The study hypothesised that different levels of physical activity (PA), as objectively measured by accelerometers, are associated with brain ageing, specifically with the brain age gap. They thought that both insufficient and excessive PA might be linked to accelerated brain ageing, suggesting a potential U-shaped relationship, and that engaging in moderate amounts of PA could be beneficial for brain health in middle-aged adults.
Findings
The brain age prediction model based on neuroimaging data and using an ensemble machine learning approach achieved high accuracy.
There was a U-shaped association between physical activity levels and brain age gap: both low (insufficient) and high (excessive) PA levels were linked with greater brain ageing, indicating that moderate PA might be optimal.
This association was significant across different intensities of physical activity—light, moderate, and vigorous.
The study captured weekly durations for each intensity type. Given that the relationship is U-shaped, it suggests that PA exceeding moderate-to-vigorous thresholds was associated with adverse effects on brain ageing.
Implications for mid life athletes
None of us are couch potatoes doing insufficient exercise so we don’t need to worry about that side of the U. However lots of mid life athletes trend towards a lot of high intensity exercise. I’ve heard numerous times - ‘no pain, no gain’. There’s a tendency to believe that unless they have really pushed themselves they haven’t done any exercise. Consequently quite a few id life athletes are doing several high intensity sessions per week. Some just do only high intensity sessions!

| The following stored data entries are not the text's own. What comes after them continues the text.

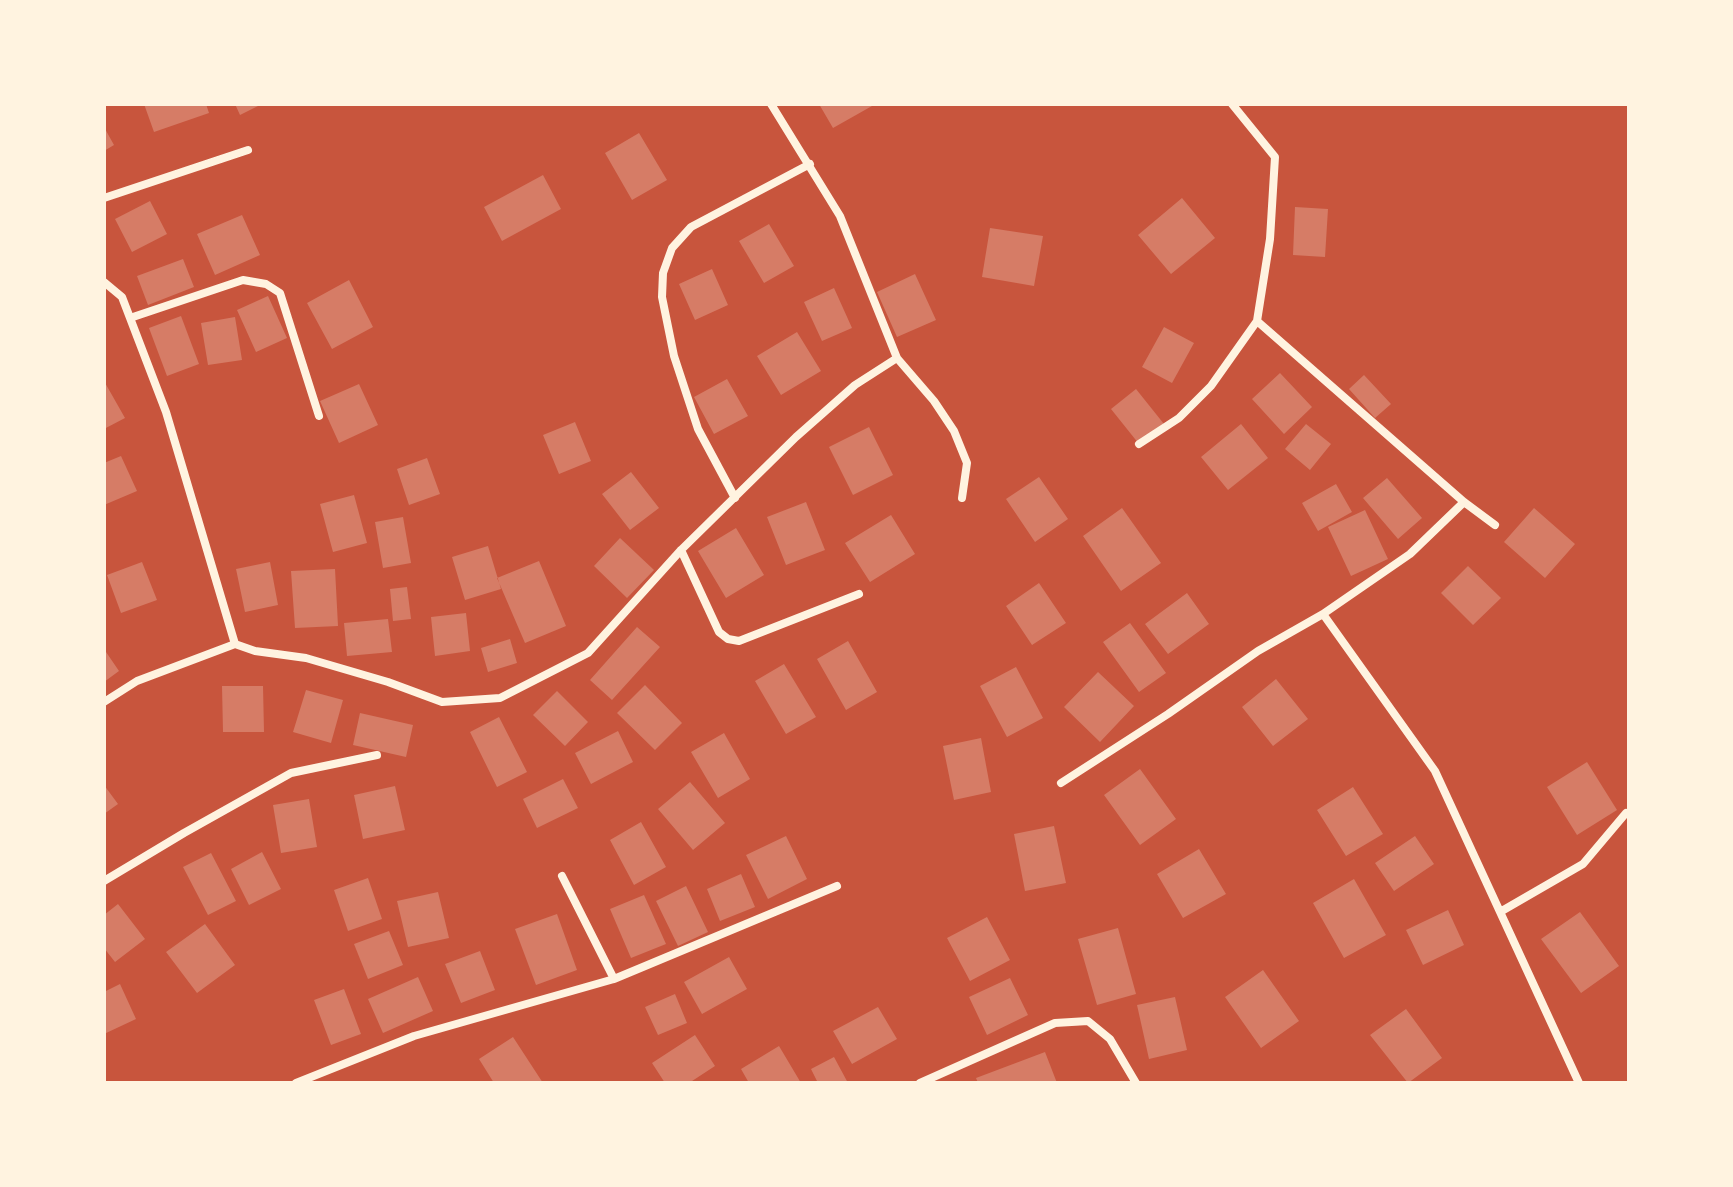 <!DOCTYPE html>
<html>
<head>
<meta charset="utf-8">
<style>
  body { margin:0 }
  #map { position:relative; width:1733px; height:1187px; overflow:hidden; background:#c8553d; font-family:"Source Serif 4",serif }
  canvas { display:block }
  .frame { position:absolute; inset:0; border:106px solid #fff3e0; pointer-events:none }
</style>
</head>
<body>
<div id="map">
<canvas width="1733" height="1187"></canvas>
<div class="frame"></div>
</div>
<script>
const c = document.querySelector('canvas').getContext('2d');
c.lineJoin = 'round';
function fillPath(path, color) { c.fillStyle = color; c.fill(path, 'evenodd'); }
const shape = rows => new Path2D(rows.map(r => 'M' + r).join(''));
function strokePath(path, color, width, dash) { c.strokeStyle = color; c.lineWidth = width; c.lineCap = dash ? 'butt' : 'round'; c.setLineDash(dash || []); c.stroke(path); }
fillPath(shape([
  [144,104,206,104,209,113,154,132],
  [235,104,262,104,240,115],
  [819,104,871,104,872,106,833,128],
  [104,127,114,145,104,151],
  [639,133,667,180,632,200,605,153],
  [543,175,561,209,502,241,484,207],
  [1182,198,1215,238,1171,274,1138,235],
  [150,201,167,234,132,252,115,219],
  [1295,207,1328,209,1325,257,1293,255],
  [242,215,260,255,215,275,197,234],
  [769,224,794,266,764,283,739,241],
  [990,228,1043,236,1034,286,982,277],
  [183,259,194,287,148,305,137,276],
  [712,269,728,305,695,320,679,284],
  [915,274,936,320,897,337,877,292],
  [349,280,373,327,332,349,307,303],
  [834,288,852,328,822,341,804,302],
  [268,296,287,338,256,352,237,310],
  [181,316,199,364,167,376,149,328],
  [235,317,242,360,208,365,201,323],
  [1164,327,1194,343,1172,383,1142,367],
  [797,332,821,371,781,395,757,356],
  [1280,373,1312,407,1284,434,1252,399],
  [1364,375,1391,404,1375,418,1349,389],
  [727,379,748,416,714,434,694,397],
  [104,381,125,418,104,429],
  [359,384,378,425,339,443,320,401],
  [1136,389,1164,424,1139,444,1111,409],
  [575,422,591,461,559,474,543,435],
  [1241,424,1268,458,1228,490,1201,457],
  [1306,424,1331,444,1310,470,1285,449],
  [869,427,893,475,853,495,829,447],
  [121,456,137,491,104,505,104,463],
  [427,458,440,494,409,505,397,469],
  [631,472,659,508,630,530,602,494],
  [1039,477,1068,519,1035,542,1006,499],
  [1387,478,1422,518,1398,539,1363,498],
  [1336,484,1352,512,1318,531,1302,503],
  [354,495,367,543,333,552,320,504],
  [806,502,825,550,786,565,767,517],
  [1122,508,1161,563,1121,591,1083,536],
  [1534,508,1575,544,1545,578,1504,542],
  [1365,510,1388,559,1351,576,1328,527],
  [891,515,915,554,870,582,845,543],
  [403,517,411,563,383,568,375,522],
  [736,528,764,575,726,598,698,551],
  [620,538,654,570,627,598,594,566],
  [488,546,501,589,465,600,452,557],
  [539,561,566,626,525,643,497,578],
  [142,562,157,600,121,613,107,575],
  [270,562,278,605,245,612,236,569],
  [1468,566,1501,598,1473,625,1441,593],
  [335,569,338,626,295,628,291,571],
  [1039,583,1066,623,1032,645,1006,606],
  [407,587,411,619,393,621,390,589],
  [1187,593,1209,624,1168,654,1145,624],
  [466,613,470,651,435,656,431,617],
  [388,619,392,652,347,656,344,623],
  [1130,623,1166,673,1139,692,1103,642],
  [637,627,660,647,612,700,590,680],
  [510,639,517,663,488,672,481,648],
  [848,641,877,692,846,710,817,659],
  [104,649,119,671,104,682],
  [784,664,816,717,786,734,755,681],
  [1016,667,1043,718,1007,737,980,686],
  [1098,672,1134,706,1100,742,1064,707],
  [1276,679,1308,719,1273,746,1242,707],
  [645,685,682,723,655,750,617,713],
  [222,686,263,686,264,732,223,732],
  [306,690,343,700,331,743,293,732],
  [557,691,588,722,565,746,533,715],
  [360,713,413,725,406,757,353,745],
  [499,717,527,772,497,787,470,732],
  [618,731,633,762,591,784,575,753],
  [724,733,750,779,718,798,691,752],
  [981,738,991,792,954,800,943,746],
  [1587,762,1617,810,1577,835,1547,787],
  [1140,769,1176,819,1140,845,1104,795],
  [563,779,578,808,537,828,523,799],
  [690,782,725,823,693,850,658,809],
  [104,785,118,804,104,814],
  [395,786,405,830,363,839,354,795],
  [1353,787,1383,834,1346,856,1317,810],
  [309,799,317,847,281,853,273,805],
  [641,822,666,867,634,885,610,840],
  [1054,826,1066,883,1025,891,1014,834],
  [786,836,807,879,768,899,746,855],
  [1415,836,1434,864,1394,891,1375,863],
  [1199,849,1226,894,1183,918,1157,874],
  [262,852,281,889,249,905,231,869],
  [211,853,236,901,208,915,183,867],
  [741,874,755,907,720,921,707,889],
  [368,878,382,919,348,931,334,890],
  [1354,879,1386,935,1344,958,1313,903],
  [686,886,708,932,678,946,656,901],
  [438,892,449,938,408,947,397,901],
  [644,895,666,944,631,958,610,909],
  [118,904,145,939,115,962,104,948,104,915],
  [1448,910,1464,945,1423,965,1406,930],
  [1580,912,1619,966,1581,993,1541,939],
  [557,914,577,970,536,985,515,929],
  [987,917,1010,960,970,981,947,938],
  [205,924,235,965,197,993,166,952],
  [1118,928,1136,994,1097,1005,1078,939],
  [389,931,403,965,368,979,354,944],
  [480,951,495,990,461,1003,445,964],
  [729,957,747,989,702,1014,684,982],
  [1263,970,1299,1021,1261,1048,1225,997],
  [418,977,433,1011,383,1033,368,999],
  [1010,978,1028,1015,987,1035,969,997],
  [120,984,136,1019,104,1034,104,992],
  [344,989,361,1034,331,1045,314,1000],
  [675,994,687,1023,658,1035,645,1007],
  [1175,997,1187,1050,1149,1059,1137,1005],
  [878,1007,897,1039,852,1064,833,1031],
  [1406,1009,1442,1058,1408,1083,1370,1035],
  [695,1035,715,1066,689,1083,665,1083,652,1063],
  [513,1037,543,1083,494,1083,479,1059],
  [779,1046,801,1083,749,1083,741,1069],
  [1045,1052,1057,1083,978,1083,976,1078],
  [834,1057,848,1083,818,1083,811,1069]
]), '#d67c66');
strokePath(shape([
  [771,104,840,216,897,358,934,401,954,431,967,463,962,498],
  [104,198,248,150],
  [104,282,122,297,166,412,235,644],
  [130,318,243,280,266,284,280,293,319,416],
  [1257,321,1464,502,1495,525],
  [1139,444,1179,418,1211,386,1257,321,1270,239,1275,157,1232,104],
  [735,498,698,429,674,356,662,297,663,273,672,248,691,227,810,164],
  [681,550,719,632,728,639,739,641,859,594],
  [1323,614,1435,771,1579,1083],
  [104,702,137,681,235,644,255,651,306,658,388,682,442,702,500,698,588,653,681,550,796,437,855,385,897,358],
  [1061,783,1168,714,1258,651,1323,614,1410,554,1464,502],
  [562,876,614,979],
  [104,881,184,833,291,773,377,755],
  [1500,912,1583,864,1626,813],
  [296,1083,414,1036,614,979,837,886],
  [920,1083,1055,1023,1088,1021,1110,1039,1136,1083]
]), '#fff3e0', 8);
</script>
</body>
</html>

What do I mean by high intensity. Typically stuff at threshold heart rate - approx 85% of your max heart rate. I’m not against high intensity exercise but I would advise that 1-2 quality sessions a week are all that’s needed, even if we’re training for a competitive event. For those just focused on the long game - staying healthy well into old age, then 1 session a week definitely suffices.
As the study demonstrated excessive levels of PA are associated with accelerated brain ageing. Since light and moderate intensities were found to have beneficial associations, consistent activity at these levels, especially when distributed over several days, would probably contribute to healthier brain ageing and potentially reduce the risk of cognitive decline.
Conclusion:
Engaging in frequent (e.g., 5 days/week) light to moderate physical activity is probably beneficial for brain ageing.
The key is maintaining activity within the moderate-intensity range, avoiding excessive or very high-intensity PA that could be associated with accelerated brain ageing.
Consistency and balance appear crucial for maximising the neuroprotective benefits associated with physical activity.